Type 1 diabetes | Diabetes & Endocrinology | UC Davis Health

Type 1 Diabetes

Type 1 diabetes is a lifelong condition that results from failure of the pancreas to produce enough or any insulin. Without sufficient insulin, blood sugar (glucose) cannot enter the cells of the body, and it instead accumulates in the blood vessels. Over time, blood glucose that is higher than normal can cause damage to many organs of the body.

Only about 1 in 10 people with diabetes have type 1. While it cannot be cured, our diabetes specialists can treat it effectively. Type 1 diabetes is diagnosed by means of fasting or random blood glucose tests, or an A1C test, which measures the amount of glucose attached to hemoglobin — the protein that carries oxygen inside red blood cells. An A1C of 6.5% or greater on two or more tests indicates diabetes.

Symptoms of Type 1 Diabetes

In addition to symptoms common to all forms of diabetes, type 1 diabetes can cause:

  • Stomach aches
  • Nausea
  • Vomiting

Causes of Type 1 Diabetes

Doctors and scientists believe that type 1 diabetes result from an autoimmune disorder that causes the body to attack and destroys islet cells, which produce insulin inside the pancreas.
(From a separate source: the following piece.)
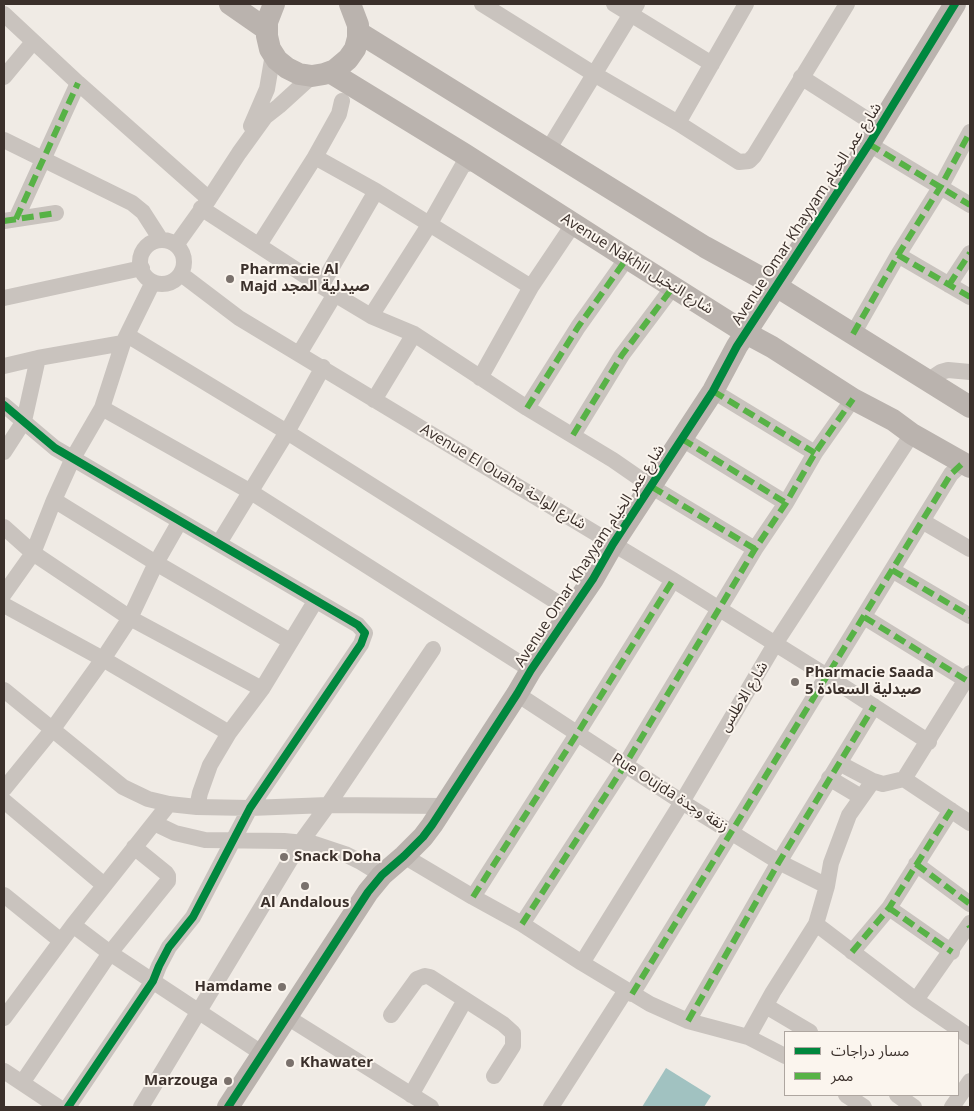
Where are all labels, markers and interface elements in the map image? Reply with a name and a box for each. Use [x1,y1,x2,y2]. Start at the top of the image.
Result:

That autoimmune disorder may be due to genetics, or to environmental factors.

Type 1 diabetes most commonly appears during childhood or early adolescence, but anyone of any age can develop it. At this point no means of preventing type 1 diabetes is known, but scientists at UC Davis Health and elsewhere are researching the disease to learn more about its causes and to develop even more effective treatments that they may offer to patients in clinical trials.

Treatment of Type 1 Diabetes

Type 1 diabetes is managed using several approaches, including:

  • Counting the amount of carbohydrates, protein and fats eaten
  • Taking injections of synthetic insulin
  • Checking blood sugar level at regular times
  • Eating a balanced diet consisting of healthy foods
  • Exercising consistently and managing weight

Several forms of insulin therapy are available, including rapid-acting and intermediate-acting insulin as well as long- and ultra-long-acting insulin. Injections can be done using a syringe with a fine needle, or an insulin pen that delivers measured doses, or an insulin pump, which is a small device that delivers doses of insulin at programmed intervals by means of a tiny tube that’s inserted into the skin.

The amount of insulin needed depends on several factors, including weight, age, and dietary and exercise habits. Our diabetes team members will help precisely determine the amount of insulin that you may need to regulate your blood glucose to help you feel better and potentially live longer.